The group even has options available for those with pre-existing conditions. Hahn explained that for pre-existing conditions that “could be improved through lifestyle changes (smoking, overweight, high blood pressure) the member is required to enroll in our wellness coaching program, and the medical expenses from those pre-existing conditions are fully sharable among our membership immediately.”

“For other pre-existing conditions that have manifested in the last two years, the medical expenses for the first year are not eligible for sharing,” he continued. “Year two, the pre-existing condition medical expenses are eligible for sharing up to $25,000. The third year is an additional $25,000 (total of $50,000), and the fourth year and later the medical expenses for the pre-existing conditions are shared at 100%.”

Hahn said that Solidarity is very affordable compared to more traditional insurance. He gave the example of a member who was “paying $2,500 per month for a family of six with a $10,000 family deductible,” and “now with Solidarity HealthShare, his family of six contributes $449 per month with the out-of-pocket costs of $1,500 per year.”

“This family is also comforted that their contributions to Solidarity do not pay for immoral procedures that offend the dignity of the human person,” he added.

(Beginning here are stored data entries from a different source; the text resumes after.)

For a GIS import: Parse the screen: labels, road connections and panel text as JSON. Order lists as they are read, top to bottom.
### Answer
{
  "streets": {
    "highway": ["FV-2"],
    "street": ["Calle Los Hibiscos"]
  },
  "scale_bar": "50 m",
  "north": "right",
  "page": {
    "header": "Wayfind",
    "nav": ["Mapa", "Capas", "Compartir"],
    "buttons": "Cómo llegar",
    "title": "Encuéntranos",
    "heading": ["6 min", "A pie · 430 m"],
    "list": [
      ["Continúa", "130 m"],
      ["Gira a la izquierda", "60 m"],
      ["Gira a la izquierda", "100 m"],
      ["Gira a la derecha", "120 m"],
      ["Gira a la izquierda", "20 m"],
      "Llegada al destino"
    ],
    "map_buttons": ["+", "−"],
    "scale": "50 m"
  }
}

Another Catholic health-sharing ministry that sprung out of Obamacare’s coercive requirements was CMF CURO. The group is a joint initiative of the Christus Medicus Foundation and Samaritan Ministries International and was launched in 2014.

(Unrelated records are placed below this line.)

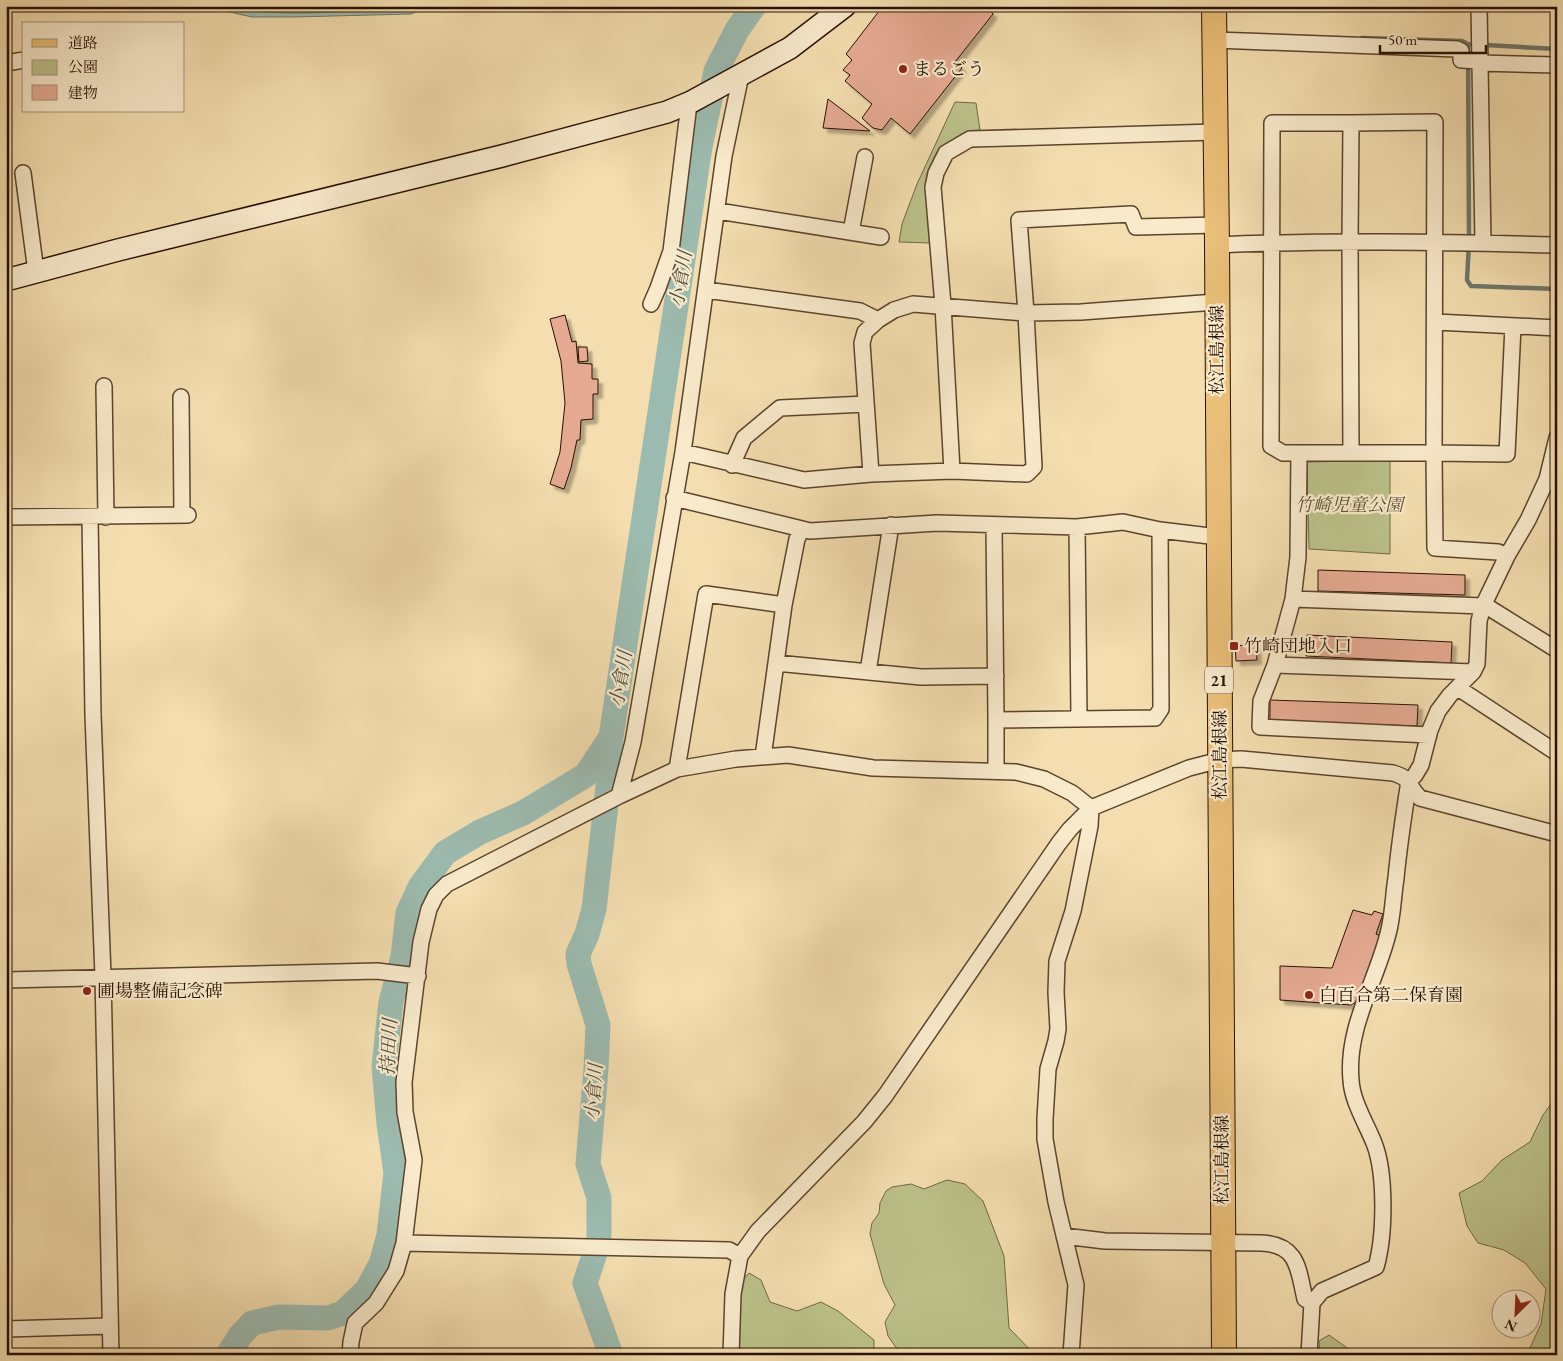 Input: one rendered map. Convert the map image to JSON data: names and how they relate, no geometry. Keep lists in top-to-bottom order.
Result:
{
  "streets": {
    "main road": ["松江島根線", "21"]
  },
  "water": ["小倉川", "持田川"],
  "parks": ["竹崎児童公園"],
  "places": {
    "other": ["まるごう", "圃場整備記念碑", "白百合第二保育園"],
    "transit": ["竹崎団地入口"]
  },
  "legend": ["道路", "公園", "建物"],
  "scale_bar": "50 m",
  "north": "bottom left"
}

Louis Brown, the former director of CMF CURO, told the Daily Signal in 2016 that the group began as part of the “Catholic response to the needs and suffering of today within American health care.”

“We believe as Catholics that problems are best solved closest to the problem, and here, we are able to solve this problem of medical costs and medical needs and health-care needs,” he explained.

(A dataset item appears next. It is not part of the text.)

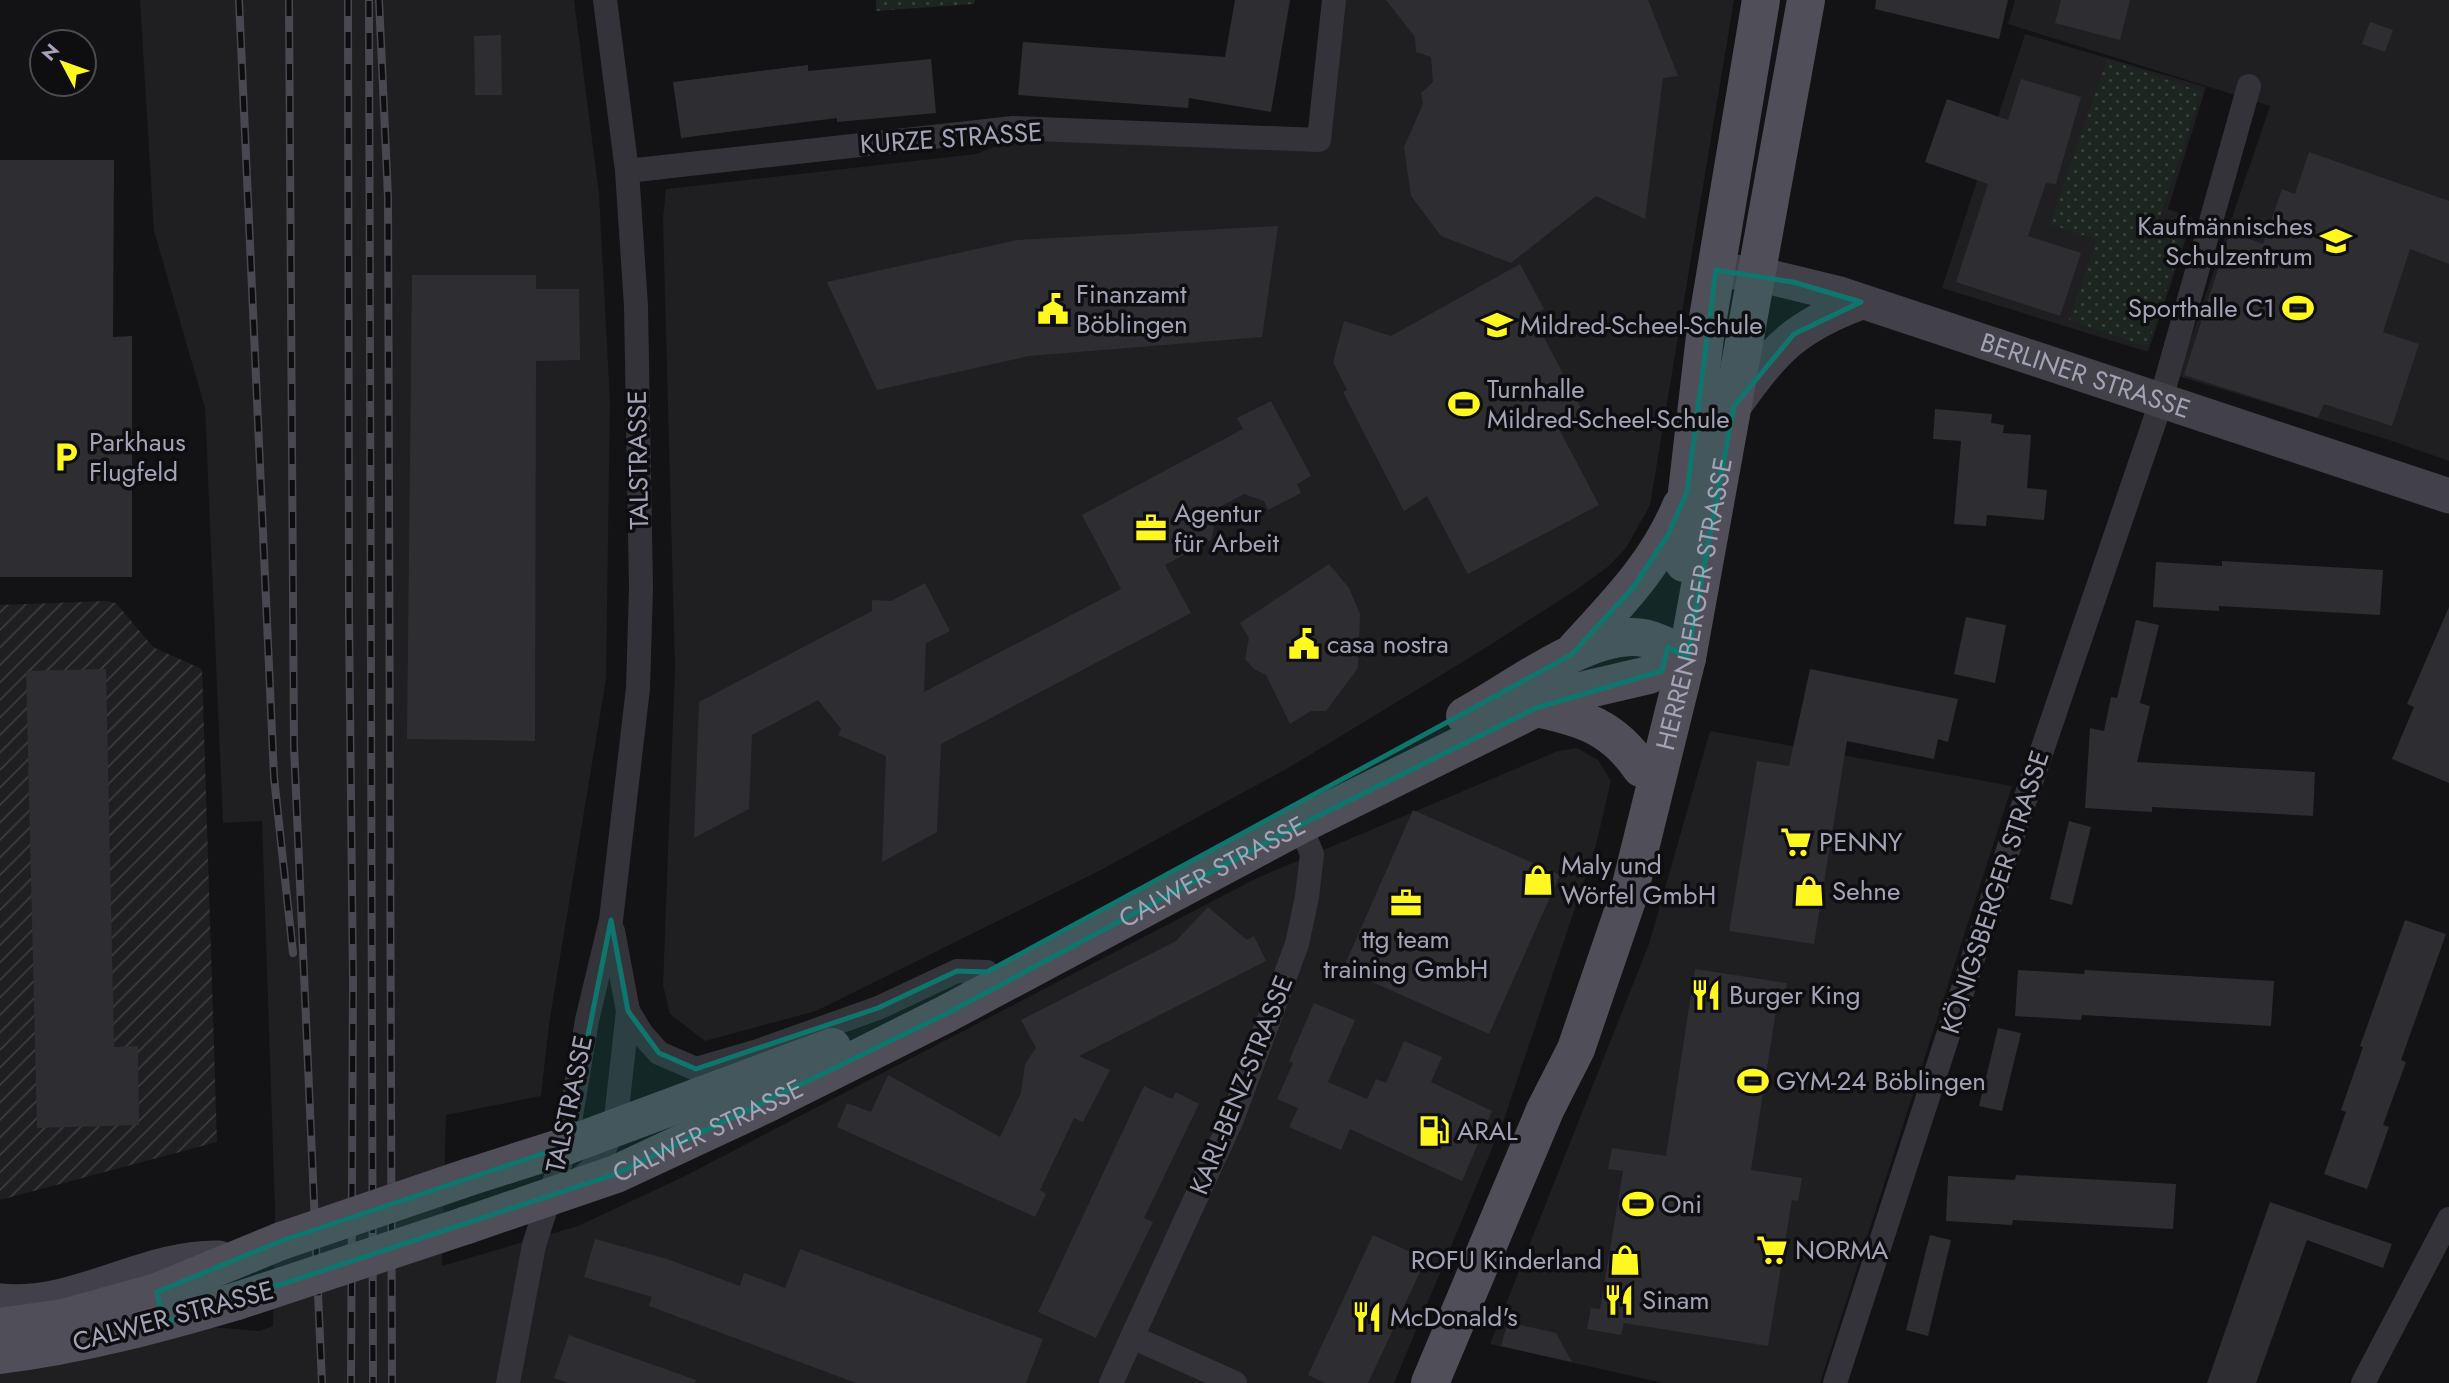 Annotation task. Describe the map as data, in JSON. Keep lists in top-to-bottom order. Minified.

Added Brown, “It works, and it’s less expensive, and it’s consistent with your faith.”


Fighting for Transparency

The issue of abortion funding in health-care coverage is also getting some attention in Washington. In August, a group of lawmakers, led by Rep. Chris Smith, R-N.J., highlighted transparency concerns regarding Obamacare’s abortion coverage in a letter to Health and Human Services (HHS) Secretary Alex Azar. The letter called for additional regulations to improve transparency surrounding abortion funding.

The lawmakers called on the Trump administration to enforce the Affordable Care Act’s Section 1303 requirement that insurers must get a separate payment, or “abortion surcharge,” if the plan covers elective abortion. Under current regulations, the insurer is not required to identify the abortion surcharge separately on monthly invoices or collect it separately, making the payment “all but invisible.”

A 2014 Government Accountability Office report found 1,036 Obamacare plans that covered elective abortion and received taxpayer subsidies. The report found that nearly all of these insurance issuers were not complying with Section 1303 by itemizing the required separate abortion surcharge on their bills.

Last month, the Trump administration did issue a new proposed rule to enforce the law requiring insurance companies to collect payments for abortion coverage separately from premiums.

SBA List President Marjorie Dannenfelser praised the rule in a statement at the time.

“Consumers deserve to know how Obamacare pays for abortion so they can avoid having their hard-earned dollars used to fund the destruction of innocent lives,” she said. “Congress must still act to eliminate abortion funding from Obamacare, but until then, the rule issued today is an important step in the right direction.”

Lauretta Brown writes from Washington, D.C.